Stored data section start

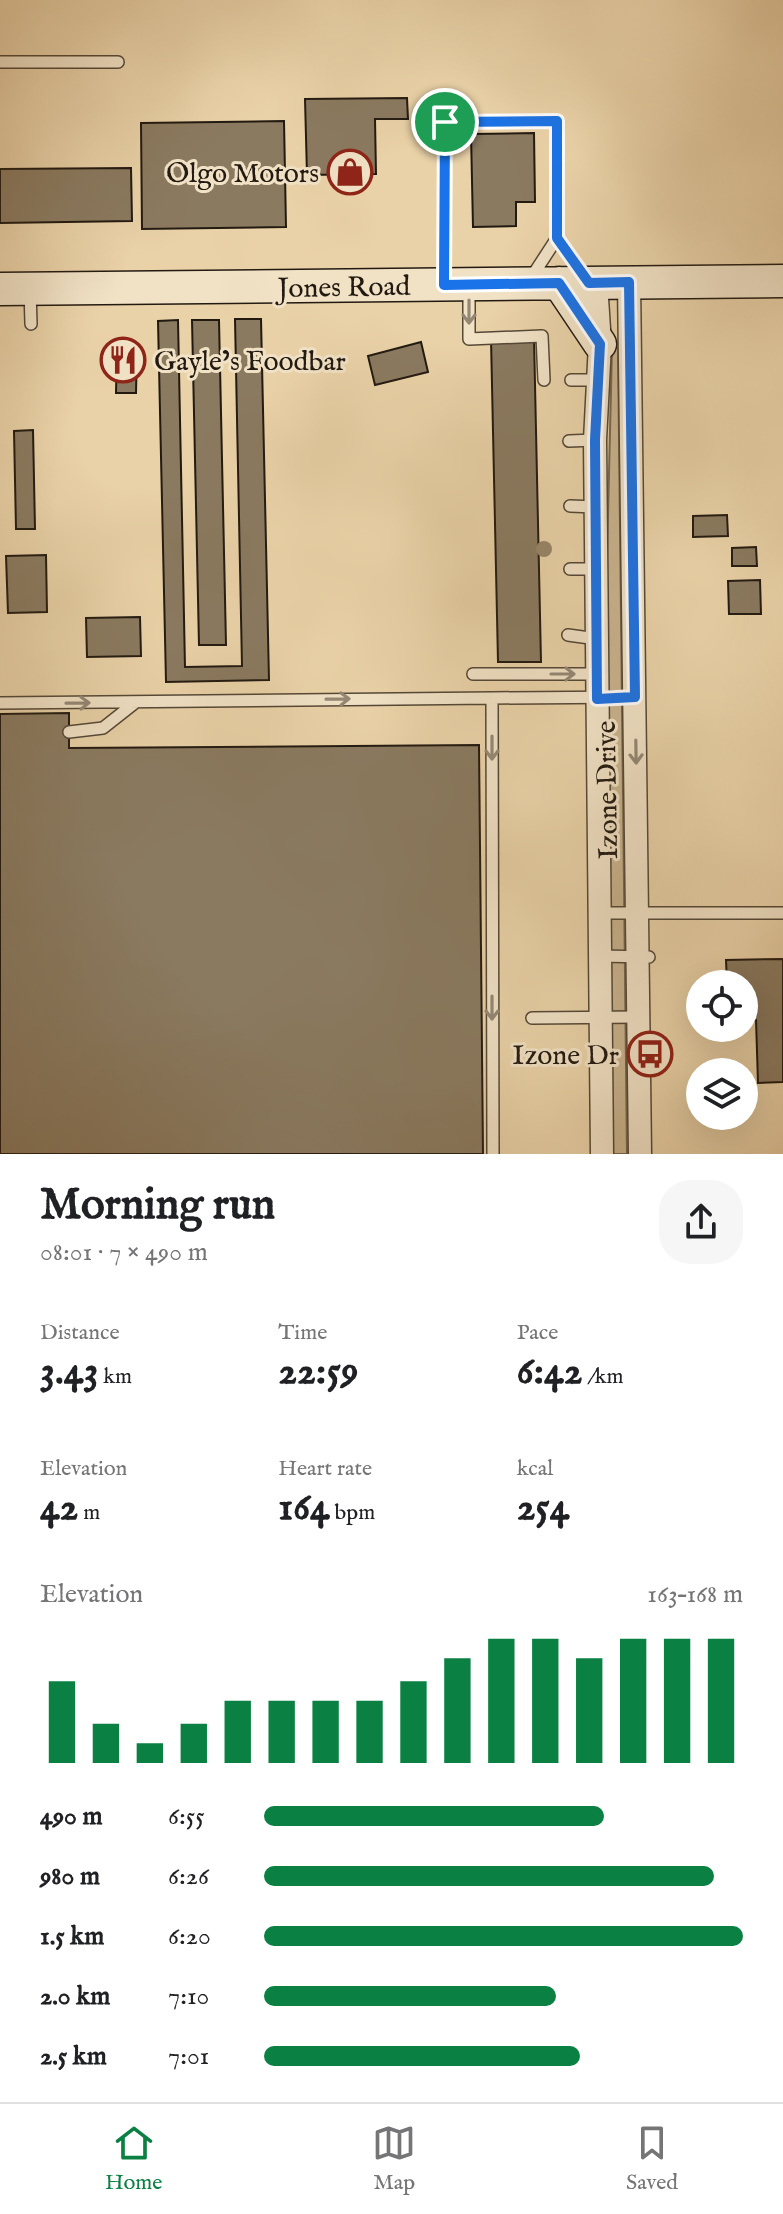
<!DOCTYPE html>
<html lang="en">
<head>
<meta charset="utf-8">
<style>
  body { margin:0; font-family:"IM FELL English",serif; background:#f6f6f6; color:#202124; height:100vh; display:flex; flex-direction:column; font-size:30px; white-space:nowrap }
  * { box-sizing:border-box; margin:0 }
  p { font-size:26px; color:#757577 }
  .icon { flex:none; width:44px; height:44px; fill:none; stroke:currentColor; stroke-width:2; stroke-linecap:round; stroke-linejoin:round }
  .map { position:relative; height:1154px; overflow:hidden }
  .panel { display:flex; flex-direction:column; background:#fff; flex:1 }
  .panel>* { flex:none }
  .controls { position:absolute; left:686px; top:970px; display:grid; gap:16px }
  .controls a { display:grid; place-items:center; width:72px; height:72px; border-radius:50%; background:#fff; box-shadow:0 8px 32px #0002; font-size:40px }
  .pin { position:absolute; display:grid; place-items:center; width:68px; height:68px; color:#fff; margin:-34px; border:4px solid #fff; border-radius:50%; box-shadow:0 2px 8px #0007 }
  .round { display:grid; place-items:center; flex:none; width:84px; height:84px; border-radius:32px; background:#f6f6f6 }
  .headline { display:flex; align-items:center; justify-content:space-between; height:136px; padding:0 40px }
  h1 { font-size:44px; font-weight:700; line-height:60px }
  .stats { display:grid; grid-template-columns:repeat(3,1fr); gap:12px; height:136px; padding:8px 40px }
  .stats div { display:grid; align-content:center }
  .stats b { font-size:40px; font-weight:700 }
  .stats small { font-size:22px; font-weight:400 }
  .stats p { font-size:22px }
  .chart { height:224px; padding:16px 40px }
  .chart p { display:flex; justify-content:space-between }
  .chart svg { width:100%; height:144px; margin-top:8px; stroke:#0b8043; stroke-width:6 }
  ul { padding:0 40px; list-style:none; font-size:26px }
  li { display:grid; grid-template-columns:128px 96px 1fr; align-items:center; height:60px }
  li i { height:20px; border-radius:10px; background:#0b8043 }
  .dock { display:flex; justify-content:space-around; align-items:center; height:112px; border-top:2px solid #e0e0e0; background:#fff; font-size:22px; color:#757577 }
  .dock a { display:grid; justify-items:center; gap:4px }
  .dock .current { color:#0b8043 }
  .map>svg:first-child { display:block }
</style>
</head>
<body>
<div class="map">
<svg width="783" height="1154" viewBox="0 0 783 1154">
  <rect width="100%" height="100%" fill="#ead2a8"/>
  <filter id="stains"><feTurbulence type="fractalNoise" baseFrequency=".0025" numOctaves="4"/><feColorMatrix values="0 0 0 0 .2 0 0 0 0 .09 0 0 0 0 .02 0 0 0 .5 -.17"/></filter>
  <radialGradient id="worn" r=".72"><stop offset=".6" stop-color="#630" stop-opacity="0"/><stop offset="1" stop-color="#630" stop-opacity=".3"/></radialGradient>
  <path fill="#c8b38e" stroke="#756650" stroke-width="2" d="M612 348H618L627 1154H610L605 640Z"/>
  <path fill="#8a7a60" stroke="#221a11" stroke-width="2" d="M407 98 408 119H375L376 174 307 175 305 99Z
    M284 121 286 227 142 229 141 123Z
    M534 133 535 202H516V226L473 227 471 134Z
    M131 168 132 221 0 223V169Z
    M235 319H261L269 680 166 682 158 321 178 320 185 667 242 666Z
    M192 320H219L226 645H199Z
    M534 338 541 662H498L491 339Z
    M421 342 428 372 375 385 368 356Z
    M117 347H137L136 393H116Z
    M33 430 35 529H16L14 431Z
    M727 515 728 536 693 537V516Z
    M756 547 757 566H732V548Z
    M46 555 47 612 8 613 6 556Z
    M760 580 761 614H729L728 581Z
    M140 617 141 656 87 657 86 618Z
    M69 713V748L479 745 483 1154H0V714Z
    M783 959V1082L758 1083 756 1020 744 1021V984H727L726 960Z"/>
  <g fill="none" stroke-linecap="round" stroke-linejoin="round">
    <g stroke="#544837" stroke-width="14">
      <path id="lane" d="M0 62H118
        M557 238 584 277
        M444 280 445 122 557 121V238L531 278
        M469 289V339L542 336 544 380
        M30 290 31 324
        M571 380H599
        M569 441 595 440
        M570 506 596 507
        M570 569H596
        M568 635 597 639
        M473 674H597
        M492 698 635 697
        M0 703 492 698 493 1154
        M69 732 103 728 136 702
        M599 913H783
        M600 956 649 957
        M532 1018 638 1017"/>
    </g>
    <g stroke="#544837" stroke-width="25">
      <path id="street" d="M629 282 640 1154
        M596 283 600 344 595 440 602 1154"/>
    </g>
    <g stroke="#221a11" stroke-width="35">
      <path id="secondary" d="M559 283 600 344
        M0 289 783 281"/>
    </g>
    <use href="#lane" stroke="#f1e2c6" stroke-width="11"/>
    <use href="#street" stroke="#f1e2c6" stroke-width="22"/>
    <use href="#secondary" stroke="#f1e2c6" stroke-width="32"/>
  </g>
  <circle fill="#988669" cx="544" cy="549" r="8"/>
  <defs><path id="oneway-shaft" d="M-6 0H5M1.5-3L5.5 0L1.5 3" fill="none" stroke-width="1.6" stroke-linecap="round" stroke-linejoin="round" transform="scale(2)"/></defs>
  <g stroke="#948875">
    <use href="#oneway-shaft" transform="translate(469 312) rotate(90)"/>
    <use href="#oneway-shaft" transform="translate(563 674)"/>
    <use href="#oneway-shaft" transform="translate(338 699) rotate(-1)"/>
    <use href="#oneway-shaft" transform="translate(78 703) rotate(-1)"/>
    <use href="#oneway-shaft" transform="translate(492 748) rotate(90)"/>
    <use href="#oneway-shaft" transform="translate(636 752) rotate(89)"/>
    <use href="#oneway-shaft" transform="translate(492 1008) rotate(90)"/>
  </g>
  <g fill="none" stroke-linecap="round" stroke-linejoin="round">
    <g stroke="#fff" stroke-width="16">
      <path id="route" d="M557 121V238L589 283 629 282 635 697 597 699 595 440 600 344 559 283 444 285 445 122Z"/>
    </g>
    <use href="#route" stroke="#1a73e8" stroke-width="10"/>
  </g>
  <defs>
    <g id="shop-ring" transform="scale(2.3)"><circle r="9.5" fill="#f1e2c6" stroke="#8f2418" stroke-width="1.5"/><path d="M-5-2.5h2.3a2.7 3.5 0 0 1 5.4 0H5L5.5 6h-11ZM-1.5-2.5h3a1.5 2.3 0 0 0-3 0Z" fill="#8f2418"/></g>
    <g id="restaurant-ring" transform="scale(2.3)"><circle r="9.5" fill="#f1e2c6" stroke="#8f2418" stroke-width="1.5"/><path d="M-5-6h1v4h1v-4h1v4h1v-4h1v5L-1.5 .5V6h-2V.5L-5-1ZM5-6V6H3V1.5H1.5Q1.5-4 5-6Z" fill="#8f2418"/></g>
    <g id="bus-ring" transform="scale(2.3)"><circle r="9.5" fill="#f1e2c6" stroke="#8f2418" stroke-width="1.5"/><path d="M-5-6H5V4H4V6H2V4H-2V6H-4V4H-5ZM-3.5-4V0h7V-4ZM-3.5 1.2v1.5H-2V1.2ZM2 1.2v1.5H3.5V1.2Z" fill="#8f2418"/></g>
  </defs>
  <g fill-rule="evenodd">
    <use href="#shop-ring" x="350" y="172"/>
    <use href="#restaurant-ring" x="123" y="360"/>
    <use href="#bus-ring" x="650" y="1054"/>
  </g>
  <g text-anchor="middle" stroke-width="6" stroke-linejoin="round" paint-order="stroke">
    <g font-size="28" fill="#221a11" stroke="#f1e2c6" text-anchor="end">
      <text x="319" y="182">Olgo Motors</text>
      <text x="154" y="370" text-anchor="start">Gayle’s Foodbar</text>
      <text x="619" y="1064">Izone Dr</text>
    </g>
    <g font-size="28" fill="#221a11" stroke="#f1e2c6">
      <text transform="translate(344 286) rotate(-1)" y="10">Jones Road</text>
      <text transform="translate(606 790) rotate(-91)" y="10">Izone Drive</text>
    </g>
  </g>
  <rect width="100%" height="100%" filter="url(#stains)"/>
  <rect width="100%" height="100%" fill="url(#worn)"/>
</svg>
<div class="controls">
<a><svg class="icon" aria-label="locate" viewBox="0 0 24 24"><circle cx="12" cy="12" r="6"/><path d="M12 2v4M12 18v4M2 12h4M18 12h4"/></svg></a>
<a><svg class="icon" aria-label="layers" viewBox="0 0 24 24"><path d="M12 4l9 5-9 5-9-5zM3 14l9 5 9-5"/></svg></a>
</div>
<div class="pin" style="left:445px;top:122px;background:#1e9e55"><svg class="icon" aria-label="arrive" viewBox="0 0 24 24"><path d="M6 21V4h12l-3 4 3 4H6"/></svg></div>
</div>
<section class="panel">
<div class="headline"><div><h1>Morning run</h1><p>08:01 · 7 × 490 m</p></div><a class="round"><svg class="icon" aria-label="share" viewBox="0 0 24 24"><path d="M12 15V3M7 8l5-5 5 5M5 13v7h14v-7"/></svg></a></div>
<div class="stats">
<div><p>Distance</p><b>3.43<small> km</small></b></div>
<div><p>Time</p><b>22:59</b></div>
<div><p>Pace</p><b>6:42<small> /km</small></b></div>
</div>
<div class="stats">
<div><p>Elevation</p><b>42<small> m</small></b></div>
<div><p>Heart rate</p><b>164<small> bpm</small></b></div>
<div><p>kcal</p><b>254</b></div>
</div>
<div class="chart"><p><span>Elevation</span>163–168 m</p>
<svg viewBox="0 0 160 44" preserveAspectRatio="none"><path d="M5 44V19M15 44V32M25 44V38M35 44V32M45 44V25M55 44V25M65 44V25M75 44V25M85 44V19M95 44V12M105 44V6M115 44V6M125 44V12M135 44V6M145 44V6M155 44V6"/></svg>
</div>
<ul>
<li><b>490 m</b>6:55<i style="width:71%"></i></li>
<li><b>980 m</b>6:26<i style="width:94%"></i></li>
<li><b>1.5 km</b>6:20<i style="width:100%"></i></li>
<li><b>2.0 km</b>7:10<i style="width:61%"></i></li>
<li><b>2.5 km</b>7:01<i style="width:66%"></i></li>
</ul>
</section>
<nav class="dock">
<a class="current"><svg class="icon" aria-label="home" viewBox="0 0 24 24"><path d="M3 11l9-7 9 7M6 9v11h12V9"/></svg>Home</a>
<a><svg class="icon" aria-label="map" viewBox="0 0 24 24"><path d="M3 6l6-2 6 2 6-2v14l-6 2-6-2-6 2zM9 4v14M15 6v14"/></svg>Map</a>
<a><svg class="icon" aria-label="saved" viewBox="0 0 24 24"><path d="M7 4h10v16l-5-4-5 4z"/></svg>Saved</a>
</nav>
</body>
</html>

Stored data section end

Whenever the string "controls" shows up in a line of the records, copy that line.

  .controls { position:absolute; left:686px; top:970px; display:grid; gap:16px }
  .controls a { display:grid; place-items:center; width:72px; height:72px; border-radius:50%; background:#fff; box-shadow:0 8px 32px #0002; font-size:40px }
<div class="controls">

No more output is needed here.